* Soybeans fall to multi-month lows on good crop weather
* Corn bounces from four-month low on short-covering
* Wheat eases after gains on dry weather risks worldwide (Recasts with U.S. market open, adds quote, updates prices, changes byline, changes dateline from PARIS/SINGAPORE)
By Karl Plume
CHICAGO, June 8 (Reuters) - U.S. soybean futures slid for a fifth straight session on Friday and were on pace for the steepest weekly decline in 10 months as favorable U.S. crop weather and concerns over slowing export trade weighed on prices.
Corn futures edged up on short-covering after earlier dipping to multi-month lows on good Midwest crop weather. Wheat futures retreated after three days of gains on profit taking ahead of the weekend.
Rainy conditions across the heart of the Midwest farm belt have pressured grain prices this week as recently planted corn and soybean crops are off to a strong start to the growing season. The U.S. Agriculture Department’s crop condition ratings are among the highest on record for both crops.
Grain traders, meanwhile, remain cautious amid heightened trade tensions between the United States and key importers such as China and Mexico.

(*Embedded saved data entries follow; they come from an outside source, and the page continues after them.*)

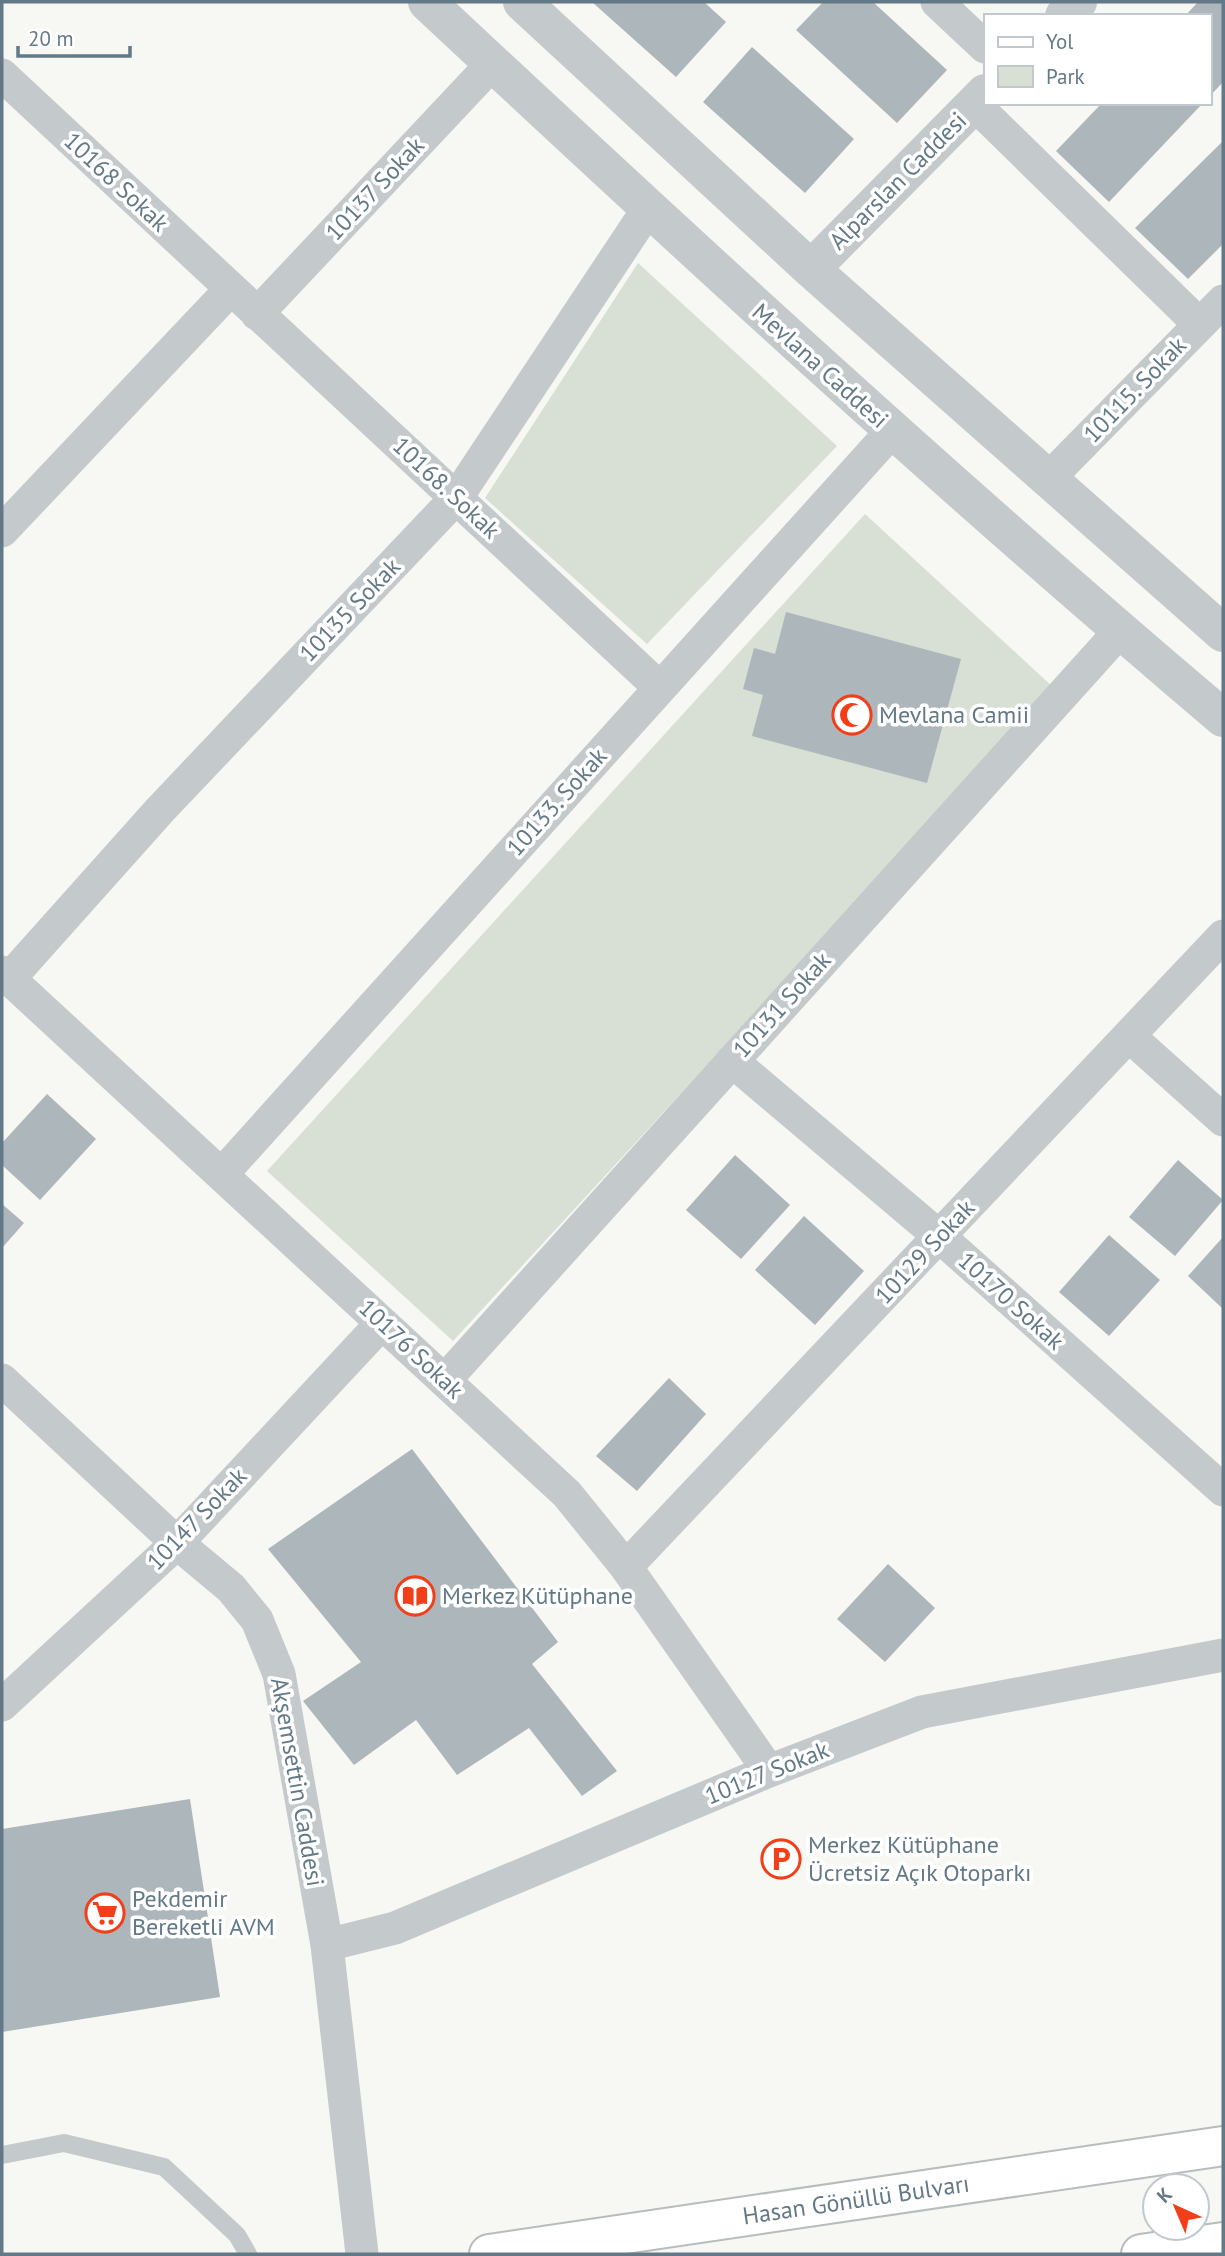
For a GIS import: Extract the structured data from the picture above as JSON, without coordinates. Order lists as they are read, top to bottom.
{
  "streets": {
    "main road": ["Hasan Gönüllü Bulvarı"],
    "street": [
      "Alparslan Caddesi",
      "10168 Sokak",
      "10137 Sokak",
      "Mevlana Caddesi",
      "10115. Sokak",
      "10168. Sokak",
      "10135 Sokak",
      "10133. Sokak",
      "10131 Sokak",
      "10129 Sokak",
      "10170 Sokak",
      "10176 Sokak",
      "10147 Sokak",
      "10127 Sokak",
      "Akşemsettin Caddesi"
    ]
  },
  "crossings": [
    ["10168 Sokak", "10168. Sokak"],
    ["10137 Sokak", "Mevlana Caddesi"],
    ["10137 Sokak", "10168. Sokak"],
    ["Mevlana Caddesi", "10135 Sokak"],
    ["Mevlana Caddesi", "10133. Sokak"],
    ["Mevlana Caddesi", "10131 Sokak"],
    ["10168. Sokak", "10135 Sokak"],
    ["10168. Sokak", "10133. Sokak"],
    ["10135 Sokak", "10176 Sokak"],
    ["10133. Sokak", "10176 Sokak"],
    ["10131 Sokak", "10170 Sokak"],
    ["10131 Sokak", "10176 Sokak"],
    ["10129 Sokak", "10170 Sokak"],
    ["10129 Sokak", "10176 Sokak"],
    ["10176 Sokak", "10147 Sokak"],
    ["10176 Sokak", "10127 Sokak"],
    ["10147 Sokak", "Akşemsettin Caddesi"],
    ["10127 Sokak", "Akşemsettin Caddesi"]
  ],
  "places": {
    "mosque": ["Mevlana Camii"],
    "library": ["Merkez Kütüphane"],
    "parking": ["Merkez Kütüphane Ücretsiz Açık Otoparkı"],
    "supermarket": ["Pekdemir Bereketli AVM"]
  },
  "legend": ["Yol", "Park"],
  "scale_bar": "20 m",
  "north": "top left"
}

“We have good conditions and a fairly non-threatening forecast so we’ve taken a lot of the weather premium out. That has been compounded by uncertainty about trade,” said Ted Seifried, analyst with Zaner Ag Hedge.
“Since we continued to move forward with our tariffs, China has been very noticeably absent from the market, especially on new-crop bean purchases,” he said.
Chicago Board of Trade July soybeans fell 4-1/4 cents to $9.70 a bushel by 12:09 p.m. CDT (1709 GMT) after hitting a low of $9.62-1/2, the contract’s lowest point since Aug. 21.
CBOT July corn was up 2-1/4 cents at $3.78-1/2 a bushel, bouncing from an earlier four-month low of $3.73-1/2. The contract is on pace for a second straight weekly decline.
Both have slipped below key moving averages.
Investors are turning their attention towards next Tuesday’s monthly crop forecasts from the U.S. Department of Agriculture.
CBOT July wheat fell 7-3/4 cents to $5.19 a bushel after three days of gains that were fuelled by concerns about crops in several major exporting countries.
Dry weather in parts of Russia, Australia and the European Union have added to worries about drought-reduced yields in the U.S. winter wheat harvest now under way.
“Dry weather in the Black Sea and Australia is supporting prices. This comes as there are also reports of lower-than-expected yields in the United States,” said Angus Thornton, analyst at Profarmer Australia.
Chicago wheat futures are forecast to remain over $5 a bushel in the second half of 2018, reflecting weather-reduced harvests in several countries, Commerzbank said on Thursday.